Now it may well be that all this is no more plausible than the tooth fairy. Most reasoning people these days will see excellent grounds to reject it. But critics of the richest, most enduring form of popular culture in human history have a moral obligation to confront that case at its most persuasive, rather than grabbing themselves a victory on the cheap by savaging it as so much garbage and gobbledygook. The mainstream theology I have just outlined may well not be true; but anyone who holds it is in my view to be respected, whereas Dawkins considers that no religious belief, anytime or anywhere, is worthy of any respect whatsoever. This, one might note, is the opinion of a man deeply averse to dogmatism. Even moderate religious views, he insists, are to be ferociously contested, since they can always lead to fanaticism.

Some currents of the liberalism that Dawkins espouses have nowadays degenerated into a rather nasty brand of neo-liberalism, but in my view this is no reason not to champion liberalism. In some obscure way, Dawkins manages to imply that the Bishop of Oxford is responsible for Osama bin Laden. His polemic would come rather more convincingly from a man who was a little less arrogantly triumphalistic about science (there are a mere one or two gestures in the book to its fallibility), and who could refrain from writing sentences like ‘this objection [to a particular scientific view] can be answered by the suggestion . . . that there are many universes,’ as though a suggestion constituted a scientific rebuttal. On the horrors that science and technology have wreaked on humanity, he is predictably silent. Yet the Apocalypse is far more likely to be the product of them than the work of religion. Swap you the Inquisition for chemical warfare.

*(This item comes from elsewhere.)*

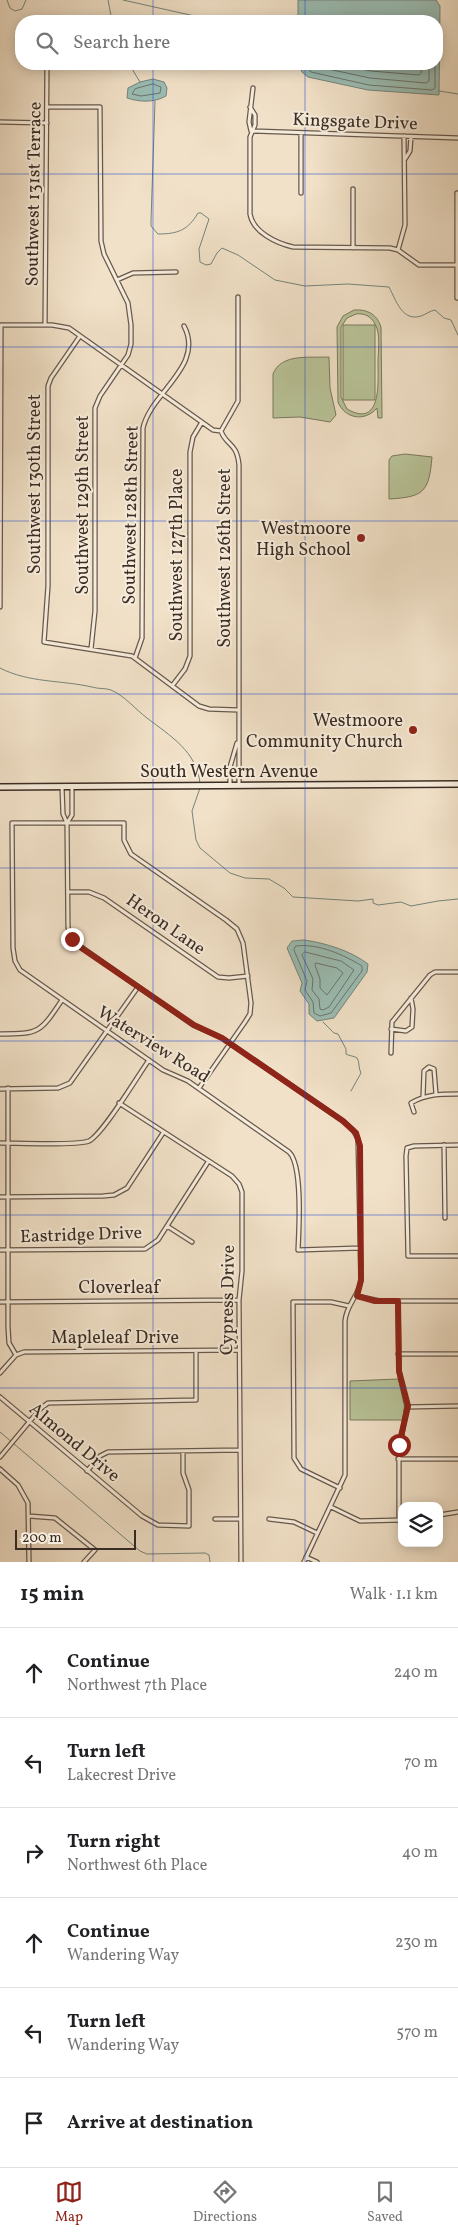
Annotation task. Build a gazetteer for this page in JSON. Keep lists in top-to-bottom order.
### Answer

Such is Dawkins’s unruffled scientific impartiality that in a book of almost four hundred pages, he can scarcely bring himself to concede that a single human benefit has flowed from religious faith, a view which is as a priori improbable as it is empirically false. The countless millions who have devoted their lives selflessly to the service of others in the name of Christ or Buddha or Allah are wiped from human history – and this by a self-appointed crusader against bigotry. He is like a man who equates socialism with the Gulag. Like the puritan and sex, Dawkins sees God everywhere, even where he is self-evidently absent. He thinks, for example, that the ethno-political conflict in Northern Ireland would evaporate if religion did, which to someone like me, who lives there part of the time, betrays just how little he knows about it. He also thinks rather strangely that the terms Loyalist and Nationalist are ‘euphemisms’ for Protestant and Catholic, and clearly doesn’t know the difference between a Loyalist and a Unionist or a Nationalist and a Republican. He also holds, against a good deal of the available evidence, that Islamic terrorism is inspired by religion rather than politics.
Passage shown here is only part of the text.